Start with the boxes you initially have keys for.
Try opening only some of these boxes and see how many candies you get.
Then try opening all of these boxes, and see how many candies you get.
For each combination of boxes you open, see if any of these boxes contain keys to other boxes you haven't yet opened.
If they do, then try all the different combinations of opening *those* boxes as well.
Keep doing this, exploring every possible path of opening boxes and finding new keys.
For each path, calculate the total number of candies you can collect.
Finally, compare all the totals, and choose the largest one. That is the maximum number of candies you can get.

Code Implementation

def max_candies_brute_force(candies, boxes, keys, contained_boxes, initial_boxes):

    def get_max_candies(current_boxes, opened_boxes):
        max_candies_collected = 0
        number_of_boxes = len(current_boxes)

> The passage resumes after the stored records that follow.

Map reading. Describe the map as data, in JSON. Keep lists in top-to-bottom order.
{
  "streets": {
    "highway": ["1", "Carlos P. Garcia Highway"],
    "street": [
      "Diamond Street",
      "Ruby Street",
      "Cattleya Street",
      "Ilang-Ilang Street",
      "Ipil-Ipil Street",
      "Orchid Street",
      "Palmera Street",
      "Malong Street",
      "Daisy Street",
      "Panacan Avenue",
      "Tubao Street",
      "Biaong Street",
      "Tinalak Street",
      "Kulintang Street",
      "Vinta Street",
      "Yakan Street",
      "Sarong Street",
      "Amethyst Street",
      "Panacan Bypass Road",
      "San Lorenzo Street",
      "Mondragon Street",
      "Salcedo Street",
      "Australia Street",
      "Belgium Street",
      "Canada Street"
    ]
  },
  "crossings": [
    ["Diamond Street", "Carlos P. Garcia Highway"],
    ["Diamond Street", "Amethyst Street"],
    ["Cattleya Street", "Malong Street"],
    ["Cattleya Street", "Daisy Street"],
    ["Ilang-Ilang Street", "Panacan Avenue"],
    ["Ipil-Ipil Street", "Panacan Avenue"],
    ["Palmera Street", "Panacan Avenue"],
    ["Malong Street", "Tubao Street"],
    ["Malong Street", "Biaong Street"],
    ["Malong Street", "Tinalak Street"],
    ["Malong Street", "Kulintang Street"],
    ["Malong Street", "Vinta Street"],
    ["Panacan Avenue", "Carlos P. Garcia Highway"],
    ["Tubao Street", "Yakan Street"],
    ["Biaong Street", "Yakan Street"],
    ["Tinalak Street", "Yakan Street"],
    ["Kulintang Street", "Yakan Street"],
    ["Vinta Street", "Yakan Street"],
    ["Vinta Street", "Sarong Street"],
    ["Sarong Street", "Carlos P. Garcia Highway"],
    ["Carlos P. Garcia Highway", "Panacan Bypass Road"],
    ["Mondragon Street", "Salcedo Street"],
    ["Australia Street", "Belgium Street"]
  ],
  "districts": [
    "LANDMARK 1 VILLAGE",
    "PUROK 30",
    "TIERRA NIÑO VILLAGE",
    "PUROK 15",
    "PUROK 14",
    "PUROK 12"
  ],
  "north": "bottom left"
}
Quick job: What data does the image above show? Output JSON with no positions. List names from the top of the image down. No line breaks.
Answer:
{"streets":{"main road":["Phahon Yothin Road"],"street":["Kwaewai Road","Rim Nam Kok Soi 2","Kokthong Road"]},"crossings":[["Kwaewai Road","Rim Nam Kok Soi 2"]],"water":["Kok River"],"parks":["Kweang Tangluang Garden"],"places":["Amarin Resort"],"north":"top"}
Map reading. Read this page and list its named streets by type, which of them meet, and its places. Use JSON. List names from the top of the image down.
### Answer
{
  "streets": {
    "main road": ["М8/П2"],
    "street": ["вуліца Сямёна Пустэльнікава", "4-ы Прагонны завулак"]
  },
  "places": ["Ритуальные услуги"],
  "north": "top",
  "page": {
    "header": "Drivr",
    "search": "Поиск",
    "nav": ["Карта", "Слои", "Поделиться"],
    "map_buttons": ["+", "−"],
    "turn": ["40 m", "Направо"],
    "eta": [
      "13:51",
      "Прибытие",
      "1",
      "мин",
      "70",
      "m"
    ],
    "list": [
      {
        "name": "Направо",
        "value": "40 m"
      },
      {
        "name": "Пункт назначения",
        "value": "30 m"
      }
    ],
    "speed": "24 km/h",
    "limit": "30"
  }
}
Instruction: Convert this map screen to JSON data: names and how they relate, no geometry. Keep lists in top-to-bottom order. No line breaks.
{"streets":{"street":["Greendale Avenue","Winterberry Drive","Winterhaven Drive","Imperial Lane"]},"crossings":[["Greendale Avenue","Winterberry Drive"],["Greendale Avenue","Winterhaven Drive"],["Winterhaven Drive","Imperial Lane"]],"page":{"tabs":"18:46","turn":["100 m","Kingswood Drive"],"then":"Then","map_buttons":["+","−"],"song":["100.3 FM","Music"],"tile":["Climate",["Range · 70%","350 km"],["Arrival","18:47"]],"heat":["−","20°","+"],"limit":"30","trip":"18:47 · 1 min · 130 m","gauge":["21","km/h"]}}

        # Consider all possible combinations of opening the current boxes
        for i in range(1 << number_of_boxes):
            total_candies = 0
            new_keys = set()
            new_boxes = set()
            current_opened_boxes = set(opened_boxes)

            # Iterate through the boxes and check if we open them in this combination
            for j in range(number_of_boxes):
                if (i >> j) & 1:
                    box_index = current_boxes[j]

                    # Ensure not opening the box again
                    if box_index not in current_opened_boxes:
                        total_candies += candies[box_index]
                        current_opened_boxes.add(box_index)

                        # Add keys from opened box
                        for key in keys[box_index]:
                            new_keys.add(key)

                        # Add boxes contained in opened box
                        for contained_box in contained_boxes[box_index]:
                            new_boxes.add(contained_box)

            # Find newly accessible boxes based on acquired keys
            accessible_boxes = []
            for box_index in new_boxes:
                if box_index not in current_opened_boxes and box_index in new_keys or box_index in initial_boxes:
                    accessible_boxes.append(box_index)

            # Explore further if we found new boxes
            if accessible_boxes:
                total_candies += get_max_candies(accessible_boxes, current_opened_boxes)

            max_candies_collected = max(max_candies_collected, total_candies)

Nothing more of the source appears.